Effective Noise-aware Data Simulation for Domain-adaptive Speech Enhancement Leveraging Dynamic Stochastic Perturbation
Chien-Chun Wang, Li-Wei Chen, Hung-Shin Lee, Berlin Chen, Hsin-Min Wang
TL;DR
The paper tackles domain mismatch in cross-domain speech enhancement by introducing NADA-GAN, a noise-aware data-simulation framework that leverages a BEATs-based noise encoder to extract target-domain noise embeddings and a generator conditioned to synthesize target-like noisy speech from clean source speech. It adds FiLM conditioning, patch-wise contrastive learning, and a noise reconstruction objective, plus dynamic stochastic perturbation during inference to improve generalization to unseen noise. Evaluations on the VoiceBank-DEMAND dataset using a DEMUCS SE backbone show that NADA-GAN consistently outperforms a strong UNA-GAN baseline on PESQ and STOI, and yields higher MOS in human judgments, while ablations confirm the crucial role of noise embeddings and perturbation. The approach enables data-efficient domain adaptation for SE and holds promise for extending to ASR and other robust speech-processing tasks in diverse environments.
Abstract
Cross-domain speech enhancement (SE) is often faced with severe challenges due to the scarcity of noise and background information in an unseen target domain, leading to a mismatch between training and test conditions. This study puts forward a novel data simulation method to address this issue, leveraging noise-extractive techniques and generative adversarial networks (GANs) with only limited target noisy speech data.
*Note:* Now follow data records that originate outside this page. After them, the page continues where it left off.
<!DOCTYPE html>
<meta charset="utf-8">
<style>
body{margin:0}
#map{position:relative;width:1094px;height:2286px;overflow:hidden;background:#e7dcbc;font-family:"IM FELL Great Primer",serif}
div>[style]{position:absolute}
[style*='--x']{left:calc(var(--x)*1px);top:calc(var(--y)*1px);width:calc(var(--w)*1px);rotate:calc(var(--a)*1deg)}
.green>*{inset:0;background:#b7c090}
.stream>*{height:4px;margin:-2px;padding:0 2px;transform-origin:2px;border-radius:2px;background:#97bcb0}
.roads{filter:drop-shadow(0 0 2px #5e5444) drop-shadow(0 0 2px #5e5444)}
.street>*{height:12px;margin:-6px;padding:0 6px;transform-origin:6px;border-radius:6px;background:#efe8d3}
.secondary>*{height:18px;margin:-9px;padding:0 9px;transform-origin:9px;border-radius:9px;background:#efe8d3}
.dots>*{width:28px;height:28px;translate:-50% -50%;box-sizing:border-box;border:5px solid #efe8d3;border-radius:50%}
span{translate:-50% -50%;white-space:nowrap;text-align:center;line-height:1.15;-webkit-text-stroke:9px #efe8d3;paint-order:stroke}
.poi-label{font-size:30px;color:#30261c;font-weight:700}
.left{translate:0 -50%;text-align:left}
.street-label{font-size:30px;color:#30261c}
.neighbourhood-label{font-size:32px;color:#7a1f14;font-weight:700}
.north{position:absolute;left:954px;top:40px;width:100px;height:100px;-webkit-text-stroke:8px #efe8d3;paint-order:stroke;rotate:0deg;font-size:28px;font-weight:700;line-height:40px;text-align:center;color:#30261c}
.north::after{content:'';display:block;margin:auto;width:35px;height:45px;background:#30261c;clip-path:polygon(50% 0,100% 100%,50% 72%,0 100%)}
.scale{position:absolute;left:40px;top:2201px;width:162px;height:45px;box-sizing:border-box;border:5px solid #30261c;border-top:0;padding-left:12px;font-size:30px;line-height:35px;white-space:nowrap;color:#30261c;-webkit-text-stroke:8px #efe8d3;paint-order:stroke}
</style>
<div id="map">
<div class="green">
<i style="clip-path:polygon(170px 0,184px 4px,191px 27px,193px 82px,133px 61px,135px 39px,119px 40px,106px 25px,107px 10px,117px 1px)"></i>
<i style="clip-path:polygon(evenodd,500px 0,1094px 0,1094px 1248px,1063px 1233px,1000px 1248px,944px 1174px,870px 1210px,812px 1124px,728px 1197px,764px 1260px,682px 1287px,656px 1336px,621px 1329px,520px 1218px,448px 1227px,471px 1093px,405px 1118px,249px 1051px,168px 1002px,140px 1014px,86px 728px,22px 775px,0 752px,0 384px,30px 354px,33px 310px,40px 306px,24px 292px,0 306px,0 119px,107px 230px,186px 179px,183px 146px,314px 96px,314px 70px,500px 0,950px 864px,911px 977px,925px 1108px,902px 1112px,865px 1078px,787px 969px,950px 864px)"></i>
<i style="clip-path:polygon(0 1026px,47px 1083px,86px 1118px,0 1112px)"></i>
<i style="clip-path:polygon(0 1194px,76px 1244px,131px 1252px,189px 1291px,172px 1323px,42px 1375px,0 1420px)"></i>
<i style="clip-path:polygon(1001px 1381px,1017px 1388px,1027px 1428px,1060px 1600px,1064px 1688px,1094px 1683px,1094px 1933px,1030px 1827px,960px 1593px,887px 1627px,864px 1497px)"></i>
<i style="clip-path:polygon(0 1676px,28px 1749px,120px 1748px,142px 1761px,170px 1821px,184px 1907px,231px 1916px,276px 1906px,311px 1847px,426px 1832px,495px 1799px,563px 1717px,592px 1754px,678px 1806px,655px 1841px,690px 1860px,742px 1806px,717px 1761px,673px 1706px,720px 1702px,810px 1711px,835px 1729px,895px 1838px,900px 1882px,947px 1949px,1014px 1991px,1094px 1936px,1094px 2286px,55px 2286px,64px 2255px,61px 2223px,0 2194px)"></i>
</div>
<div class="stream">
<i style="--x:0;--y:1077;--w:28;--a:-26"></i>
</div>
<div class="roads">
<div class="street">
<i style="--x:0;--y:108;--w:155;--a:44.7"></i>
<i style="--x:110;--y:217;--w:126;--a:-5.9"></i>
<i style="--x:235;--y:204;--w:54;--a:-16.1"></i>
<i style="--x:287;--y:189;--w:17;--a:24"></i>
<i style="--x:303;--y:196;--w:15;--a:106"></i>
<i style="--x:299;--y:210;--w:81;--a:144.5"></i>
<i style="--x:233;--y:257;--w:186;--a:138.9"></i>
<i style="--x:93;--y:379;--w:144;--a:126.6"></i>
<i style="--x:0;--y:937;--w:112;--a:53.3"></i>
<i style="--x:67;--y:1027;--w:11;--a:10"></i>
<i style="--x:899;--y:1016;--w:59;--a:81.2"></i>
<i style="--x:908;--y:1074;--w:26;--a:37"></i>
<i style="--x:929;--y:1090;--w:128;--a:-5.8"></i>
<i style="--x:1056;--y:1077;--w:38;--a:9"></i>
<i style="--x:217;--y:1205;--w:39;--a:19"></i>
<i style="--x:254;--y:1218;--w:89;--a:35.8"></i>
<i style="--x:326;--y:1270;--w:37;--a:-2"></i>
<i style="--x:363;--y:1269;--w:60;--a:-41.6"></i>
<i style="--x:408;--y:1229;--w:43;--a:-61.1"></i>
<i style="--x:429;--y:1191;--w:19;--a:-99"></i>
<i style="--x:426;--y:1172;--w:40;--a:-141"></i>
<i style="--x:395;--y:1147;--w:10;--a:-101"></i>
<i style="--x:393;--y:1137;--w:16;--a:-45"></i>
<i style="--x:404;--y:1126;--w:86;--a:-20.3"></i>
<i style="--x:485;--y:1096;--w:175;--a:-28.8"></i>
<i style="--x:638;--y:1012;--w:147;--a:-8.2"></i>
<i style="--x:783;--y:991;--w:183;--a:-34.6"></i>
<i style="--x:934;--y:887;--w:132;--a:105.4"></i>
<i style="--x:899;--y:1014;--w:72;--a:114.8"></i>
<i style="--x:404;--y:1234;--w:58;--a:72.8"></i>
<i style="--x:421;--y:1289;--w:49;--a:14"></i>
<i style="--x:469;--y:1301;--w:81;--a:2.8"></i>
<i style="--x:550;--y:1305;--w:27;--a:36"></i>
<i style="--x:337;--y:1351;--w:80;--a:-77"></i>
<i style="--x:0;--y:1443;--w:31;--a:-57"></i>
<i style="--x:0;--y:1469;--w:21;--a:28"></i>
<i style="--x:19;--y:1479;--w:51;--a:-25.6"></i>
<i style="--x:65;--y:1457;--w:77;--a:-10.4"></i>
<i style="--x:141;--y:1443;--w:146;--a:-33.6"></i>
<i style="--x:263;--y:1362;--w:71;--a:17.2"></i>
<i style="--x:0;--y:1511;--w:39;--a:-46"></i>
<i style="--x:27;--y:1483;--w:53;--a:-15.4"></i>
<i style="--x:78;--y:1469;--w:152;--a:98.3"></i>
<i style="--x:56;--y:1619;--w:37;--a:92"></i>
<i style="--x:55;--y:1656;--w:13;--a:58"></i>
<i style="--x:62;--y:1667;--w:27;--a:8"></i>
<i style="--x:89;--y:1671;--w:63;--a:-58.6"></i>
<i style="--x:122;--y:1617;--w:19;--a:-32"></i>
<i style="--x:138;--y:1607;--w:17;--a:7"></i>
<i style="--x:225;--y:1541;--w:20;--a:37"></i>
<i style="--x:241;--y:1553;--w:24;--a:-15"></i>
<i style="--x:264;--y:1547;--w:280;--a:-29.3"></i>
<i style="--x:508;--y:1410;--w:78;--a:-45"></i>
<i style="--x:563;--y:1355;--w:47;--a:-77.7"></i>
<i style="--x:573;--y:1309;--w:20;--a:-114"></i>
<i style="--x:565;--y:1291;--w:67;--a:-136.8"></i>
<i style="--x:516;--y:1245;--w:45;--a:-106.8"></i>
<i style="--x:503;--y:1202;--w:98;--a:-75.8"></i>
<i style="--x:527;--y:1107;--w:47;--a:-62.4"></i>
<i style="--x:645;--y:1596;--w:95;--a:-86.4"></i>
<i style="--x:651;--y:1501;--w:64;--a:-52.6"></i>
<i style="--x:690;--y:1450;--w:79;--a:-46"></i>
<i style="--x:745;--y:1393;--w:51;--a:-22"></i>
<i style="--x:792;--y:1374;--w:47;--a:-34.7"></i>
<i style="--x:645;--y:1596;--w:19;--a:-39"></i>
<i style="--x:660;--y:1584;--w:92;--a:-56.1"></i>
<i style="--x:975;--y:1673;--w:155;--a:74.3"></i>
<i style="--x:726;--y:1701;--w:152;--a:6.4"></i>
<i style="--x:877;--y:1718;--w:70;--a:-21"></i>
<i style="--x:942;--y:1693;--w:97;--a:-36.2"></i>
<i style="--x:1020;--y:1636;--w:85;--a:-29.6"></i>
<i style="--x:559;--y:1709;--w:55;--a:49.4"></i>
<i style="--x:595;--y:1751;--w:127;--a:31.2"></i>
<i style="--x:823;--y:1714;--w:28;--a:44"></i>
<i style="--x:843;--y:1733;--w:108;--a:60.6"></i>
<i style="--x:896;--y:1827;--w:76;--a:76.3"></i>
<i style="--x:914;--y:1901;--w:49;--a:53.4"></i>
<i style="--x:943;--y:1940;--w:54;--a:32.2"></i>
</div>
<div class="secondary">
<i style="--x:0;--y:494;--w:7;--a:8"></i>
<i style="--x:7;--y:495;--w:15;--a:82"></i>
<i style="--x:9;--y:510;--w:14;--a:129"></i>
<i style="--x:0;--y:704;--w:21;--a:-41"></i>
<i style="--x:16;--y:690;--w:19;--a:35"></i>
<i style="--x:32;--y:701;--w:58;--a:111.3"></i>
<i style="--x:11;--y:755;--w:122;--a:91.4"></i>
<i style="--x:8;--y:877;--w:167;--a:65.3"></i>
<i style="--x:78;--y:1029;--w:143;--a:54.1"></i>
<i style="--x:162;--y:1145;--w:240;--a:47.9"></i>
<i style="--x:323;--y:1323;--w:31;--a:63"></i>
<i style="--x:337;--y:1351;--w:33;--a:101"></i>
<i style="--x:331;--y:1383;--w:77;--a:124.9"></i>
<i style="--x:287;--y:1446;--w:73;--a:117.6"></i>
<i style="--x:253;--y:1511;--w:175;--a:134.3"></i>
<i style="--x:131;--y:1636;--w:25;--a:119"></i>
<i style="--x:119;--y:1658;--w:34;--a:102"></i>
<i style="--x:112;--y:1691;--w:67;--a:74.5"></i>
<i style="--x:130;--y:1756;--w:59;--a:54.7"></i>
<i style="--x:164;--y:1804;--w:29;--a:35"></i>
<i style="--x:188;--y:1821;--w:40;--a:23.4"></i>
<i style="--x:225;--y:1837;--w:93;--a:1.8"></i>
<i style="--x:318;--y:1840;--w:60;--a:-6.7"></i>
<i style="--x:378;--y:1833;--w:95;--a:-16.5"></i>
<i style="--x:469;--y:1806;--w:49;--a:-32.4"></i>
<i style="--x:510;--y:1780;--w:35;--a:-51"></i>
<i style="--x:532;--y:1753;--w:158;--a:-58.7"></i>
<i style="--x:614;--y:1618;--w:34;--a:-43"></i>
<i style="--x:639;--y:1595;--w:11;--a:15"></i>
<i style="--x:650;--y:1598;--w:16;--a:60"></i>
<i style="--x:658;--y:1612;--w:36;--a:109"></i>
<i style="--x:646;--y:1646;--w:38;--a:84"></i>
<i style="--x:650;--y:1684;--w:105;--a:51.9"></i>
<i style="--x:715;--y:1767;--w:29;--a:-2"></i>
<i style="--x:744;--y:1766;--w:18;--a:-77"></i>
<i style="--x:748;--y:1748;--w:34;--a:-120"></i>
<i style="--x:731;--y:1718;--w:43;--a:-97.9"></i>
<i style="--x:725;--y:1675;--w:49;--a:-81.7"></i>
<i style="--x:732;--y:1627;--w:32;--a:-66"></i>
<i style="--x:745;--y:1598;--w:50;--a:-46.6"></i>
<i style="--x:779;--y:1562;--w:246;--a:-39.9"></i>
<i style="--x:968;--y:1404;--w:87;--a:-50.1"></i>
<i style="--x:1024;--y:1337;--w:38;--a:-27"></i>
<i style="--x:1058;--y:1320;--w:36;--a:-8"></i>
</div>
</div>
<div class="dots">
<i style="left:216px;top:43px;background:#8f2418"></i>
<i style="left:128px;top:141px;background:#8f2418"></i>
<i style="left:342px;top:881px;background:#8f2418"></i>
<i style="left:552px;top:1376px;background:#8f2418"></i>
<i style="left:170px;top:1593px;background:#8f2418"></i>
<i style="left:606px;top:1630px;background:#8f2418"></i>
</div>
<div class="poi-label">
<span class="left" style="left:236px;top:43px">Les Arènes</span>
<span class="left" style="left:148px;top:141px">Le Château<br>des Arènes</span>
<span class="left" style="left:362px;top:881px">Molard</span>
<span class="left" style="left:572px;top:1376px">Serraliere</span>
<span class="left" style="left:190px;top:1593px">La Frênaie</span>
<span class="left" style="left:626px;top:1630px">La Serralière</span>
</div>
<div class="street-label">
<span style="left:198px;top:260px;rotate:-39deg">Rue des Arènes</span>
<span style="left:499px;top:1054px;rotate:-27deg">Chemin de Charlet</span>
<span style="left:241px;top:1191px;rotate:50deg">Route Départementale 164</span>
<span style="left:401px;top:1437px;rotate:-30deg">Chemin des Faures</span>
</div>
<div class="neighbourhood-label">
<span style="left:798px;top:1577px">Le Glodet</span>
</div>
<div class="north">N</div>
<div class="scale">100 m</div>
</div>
Notably, our method employs a noise encoder to extract noise embeddings from target-domain data. These embeddings aptly guide the generator to synthesize utterances acoustically fitted to the target domain while authentically preserving the phonetic content of the input clean speech. Furthermore, we introduce the notion of dynamic stochastic perturbation, which can inject controlled perturbations into the noise embeddings during inference, thereby enabling the model to generalize well to unseen noise conditions. Experiments on the VoiceBank-DEMAND benchmark dataset demonstrate that our domain-adaptive SE method outperforms an existing strong baseline based on data simulation.